Okay, yes, I could totally sell this one better. Like how this game is truly a game design tour de force. How the intersection of game mechanics made me feel more like I was playing a roleplaying game than a puzzle game. How there’s even something oddly enjoyable and thrilling about…well…doing paperwork.

But maybe here’s the best selling point of all. In his preface to The Screwtape Letter, C.S. Lewis writes:

“I live in the Managerial Age, in a world of “Admin.” The greatest evil is not now done in those sordid “dens of crime” that Dickens loved to paint. It is not done even in concentration camps and labour camps. In those we see its final result. But it is conceived and ordered (moved, seconded, carried, and minuted) in clean, carpeted, warmed and well-lighted offices, by quiet men with white collars and cut fingernails and smooth-shaven cheeks who do not need to raise their voices.

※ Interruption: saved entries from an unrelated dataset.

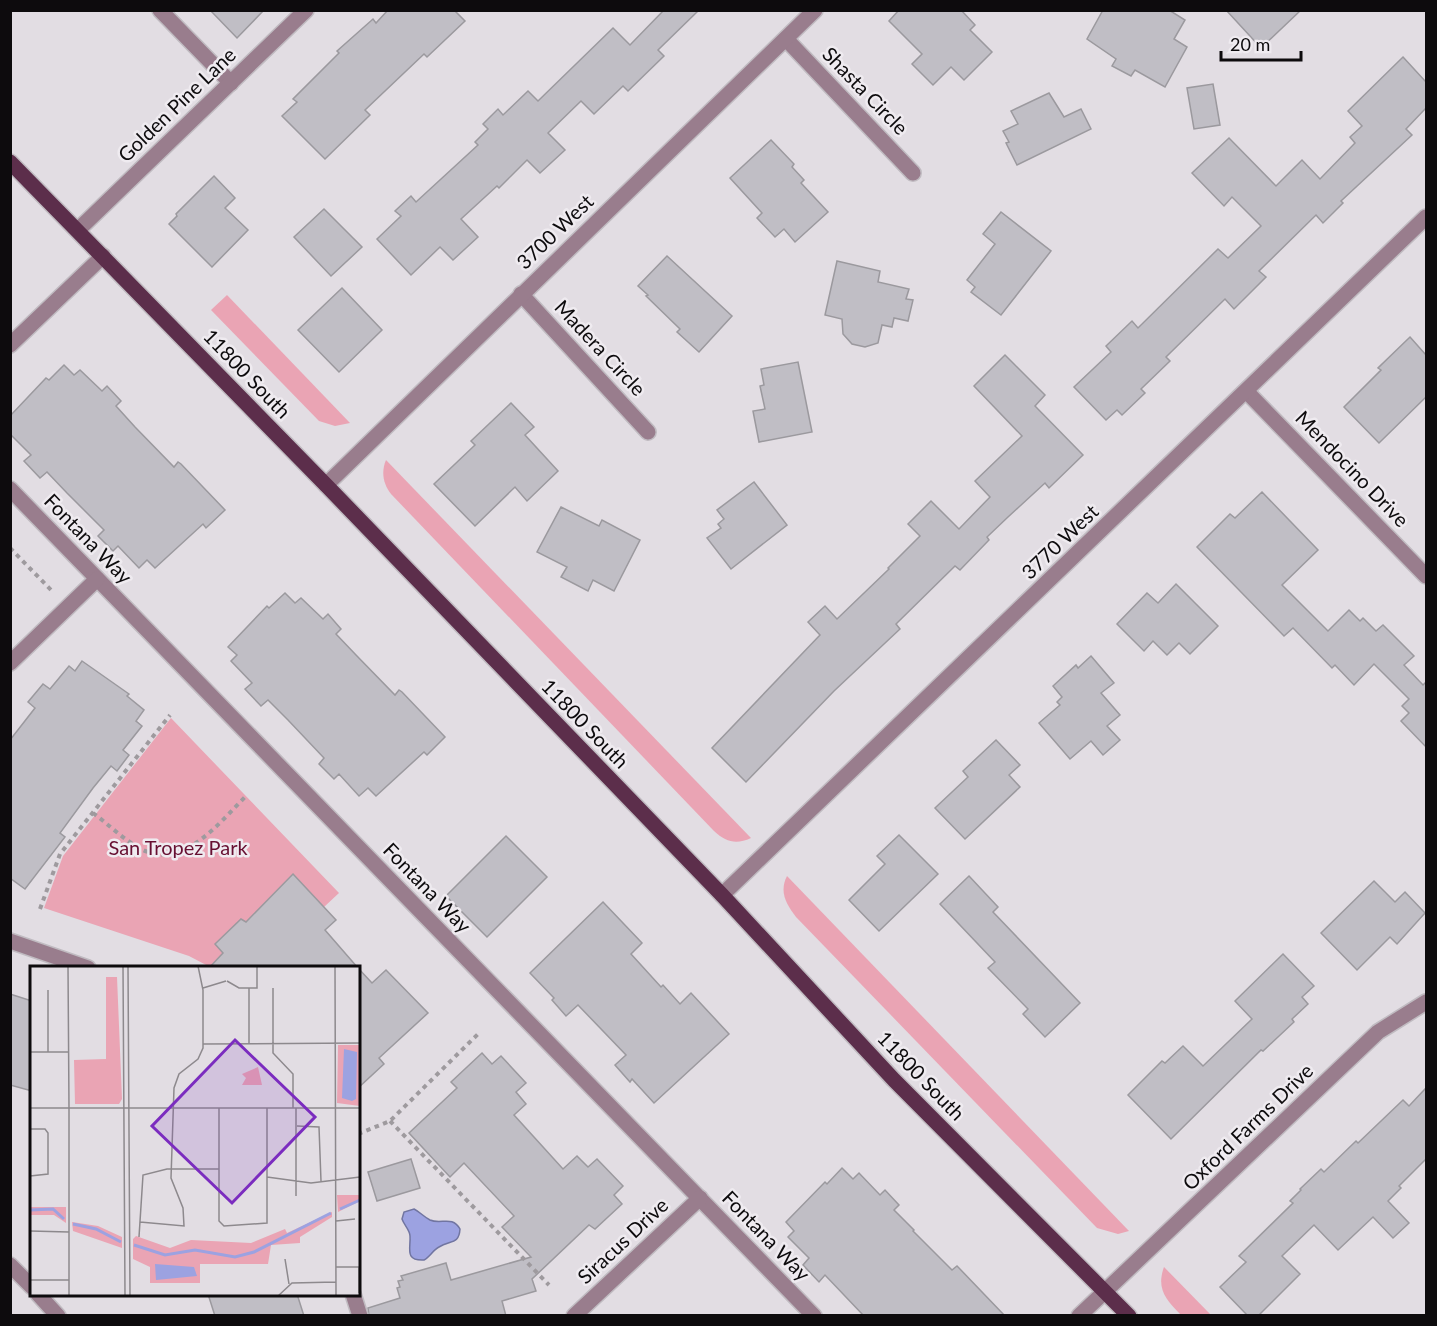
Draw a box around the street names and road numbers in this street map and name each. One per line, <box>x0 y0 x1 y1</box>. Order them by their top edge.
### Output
street label: Shasta Circle <box>818 41 913 139</box>
street label: Golden Pine Lane <box>113 42 240 166</box>
street label: 3700 West <box>511 189 598 274</box>
street label: Madera Circle <box>550 295 651 400</box>
street label: 11800 South <box>199 324 296 423</box>
street label: Mendocino Drive <box>1291 405 1414 531</box>
street label: Fontana Way <box>40 488 138 589</box>
street label: 3770 West <box>1016 499 1103 584</box>
street label: 11800 South <box>537 674 634 773</box>
street label: Fontana Way <box>379 837 477 938</box>
street label: 11800 South <box>873 1026 970 1125</box>
street label: Oxford Farms Drive <box>1177 1058 1317 1195</box>
street label: Fontana Way <box>718 1185 816 1286</box>
street label: Siracus Drive <box>572 1192 672 1288</box>

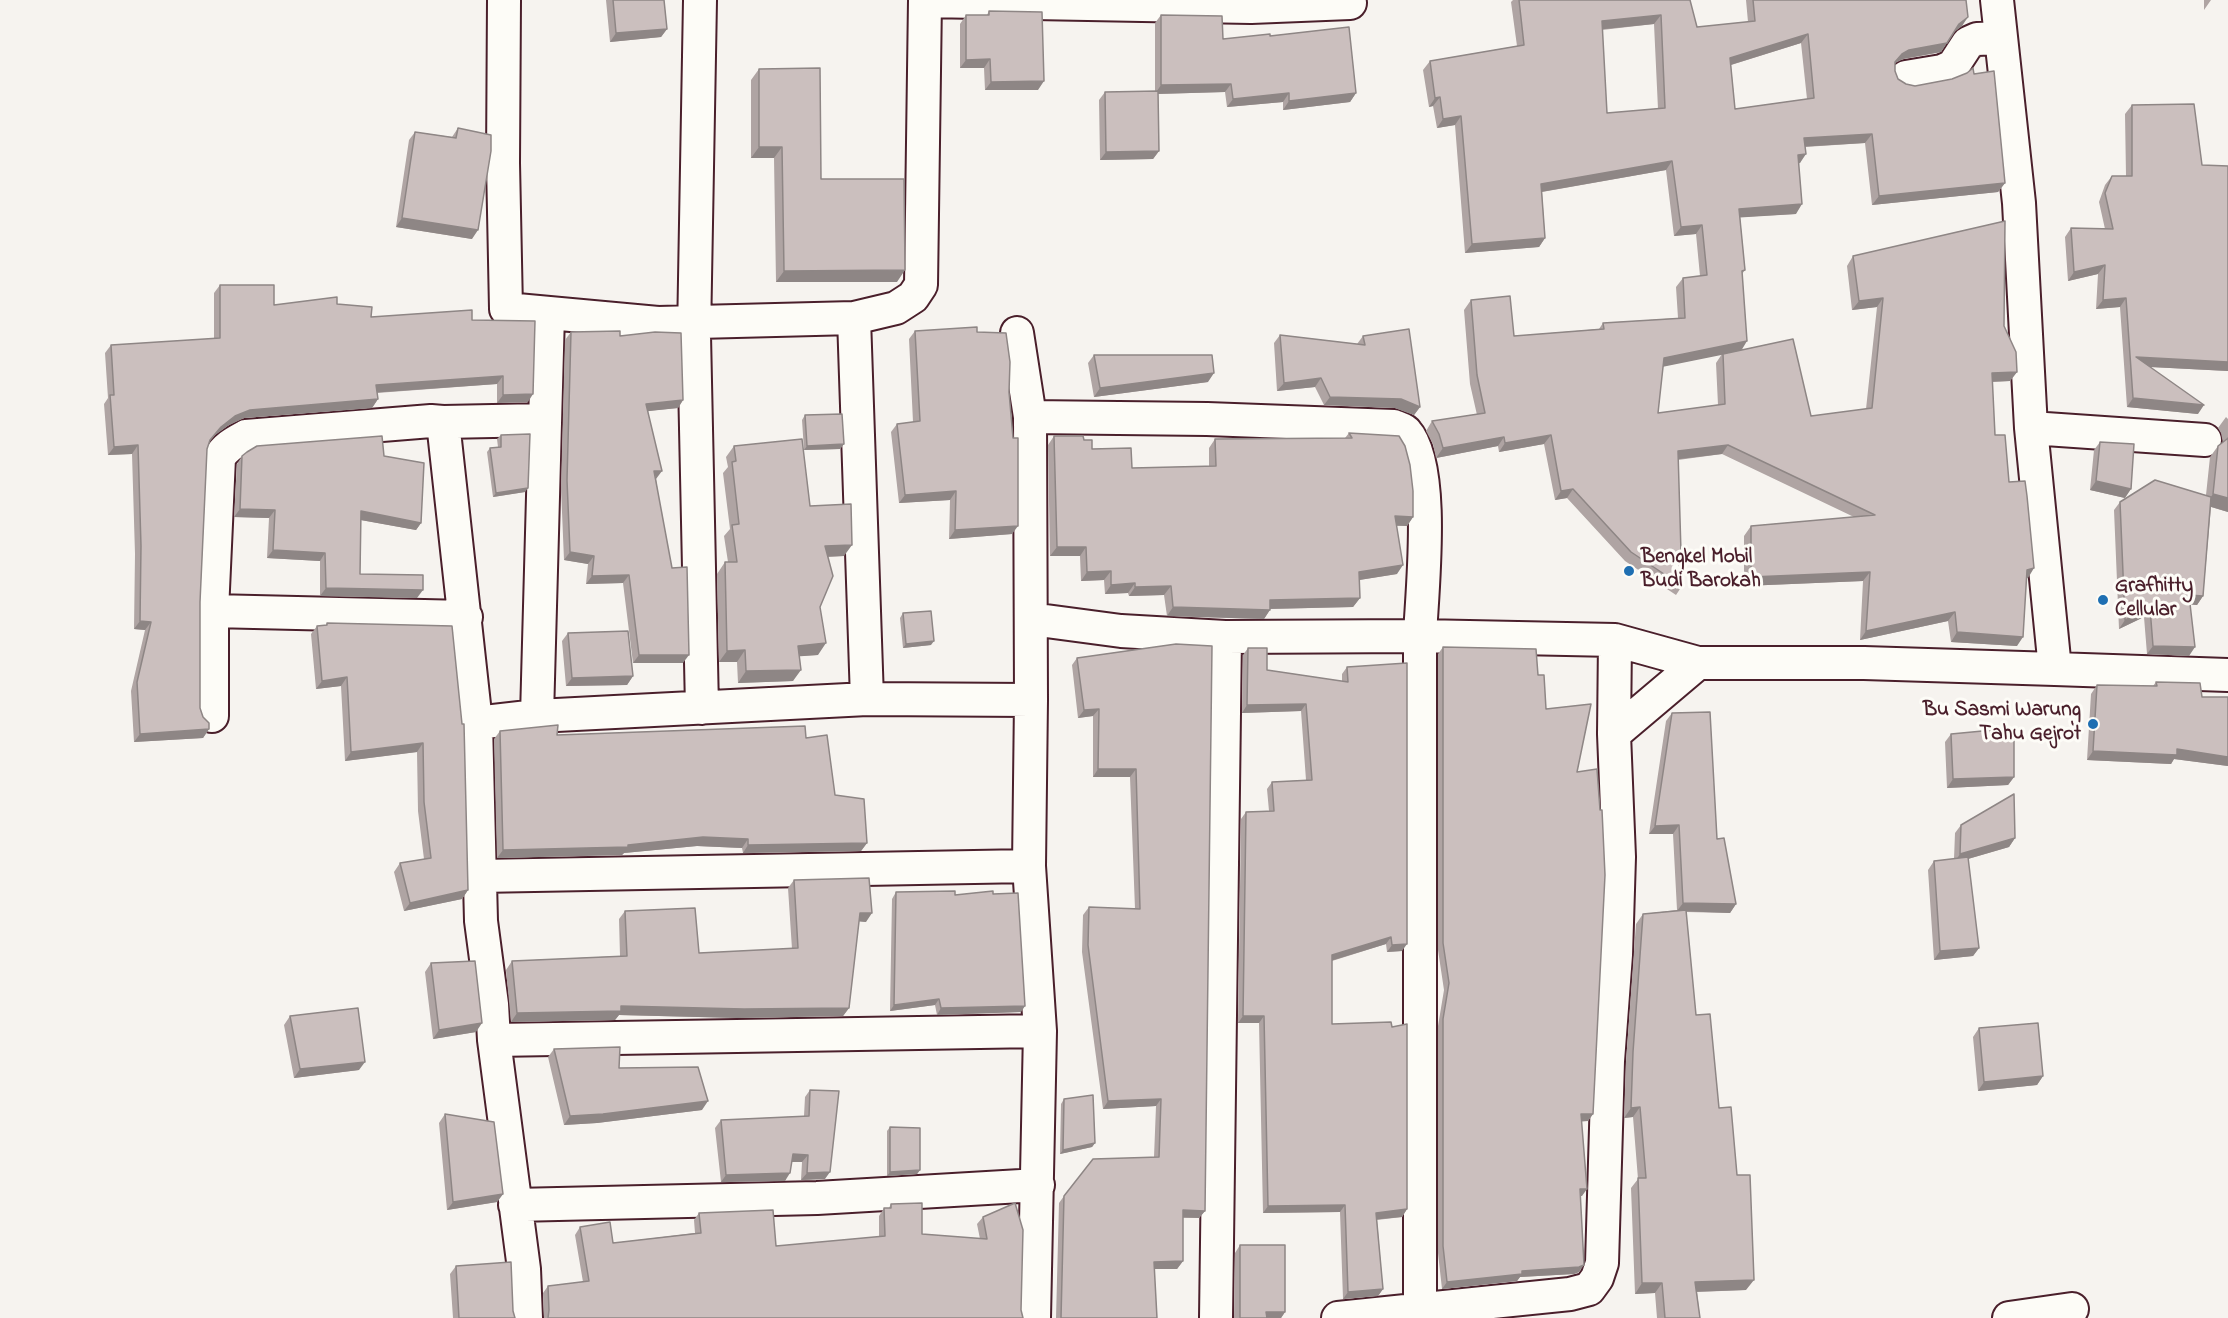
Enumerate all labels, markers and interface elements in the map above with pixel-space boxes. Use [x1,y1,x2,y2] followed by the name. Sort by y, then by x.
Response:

Hence, naturally enough, my symbol for Hell is something like the bureaucracy of a police state or the office of a thoroughly nasty business concern.”

Papers, Please is, in part, an exploration of this idea in video game form.

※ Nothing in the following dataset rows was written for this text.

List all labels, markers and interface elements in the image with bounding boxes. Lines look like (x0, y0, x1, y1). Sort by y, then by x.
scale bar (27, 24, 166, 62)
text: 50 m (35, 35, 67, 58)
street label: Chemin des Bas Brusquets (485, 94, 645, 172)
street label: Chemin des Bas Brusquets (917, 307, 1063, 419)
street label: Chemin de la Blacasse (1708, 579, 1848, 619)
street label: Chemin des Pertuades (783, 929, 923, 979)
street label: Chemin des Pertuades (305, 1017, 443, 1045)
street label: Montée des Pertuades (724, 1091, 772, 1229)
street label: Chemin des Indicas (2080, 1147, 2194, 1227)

First, here’s a link to the trailer for the game.

The core of gameplay is the view that you see in the trailer. You are behind a desk, interviewing the various people attempting to cross the border at your crossing. You have a rulebook, giving the details of the various items you need to watch for. If you discover discrepancies in the paperwork, you highlight the discrepancy to ask the applicant for more information. Sometimes this resolves the issue, while sometimes it necessitates a denial of entry or even detaining the applicant for further questioning.

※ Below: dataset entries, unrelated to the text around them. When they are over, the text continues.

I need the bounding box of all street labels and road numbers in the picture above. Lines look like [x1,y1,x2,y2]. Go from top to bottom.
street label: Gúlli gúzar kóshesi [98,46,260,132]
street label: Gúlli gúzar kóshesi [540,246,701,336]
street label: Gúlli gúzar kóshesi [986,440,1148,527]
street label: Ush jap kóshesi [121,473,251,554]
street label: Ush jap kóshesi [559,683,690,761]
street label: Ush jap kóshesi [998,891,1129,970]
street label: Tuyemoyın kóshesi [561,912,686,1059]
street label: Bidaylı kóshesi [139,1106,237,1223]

So that’s the game. Review paperwork, then stamp “Approved” or “Denied” as appropriate. Or, rather, that’s the core of the game.

See, you’re on a clock. So you’re doing this processing in realtime. It’s not that any one applicant has a clock. It’s just that your workday ends when you’re out of applicants to process. 

And that’s where the next aspect of the game enters play.

You are paid piecework. So, the more applicants you process, the more money you get paid. Mess up, and you’ll get citations, and eventually your pay will be docked.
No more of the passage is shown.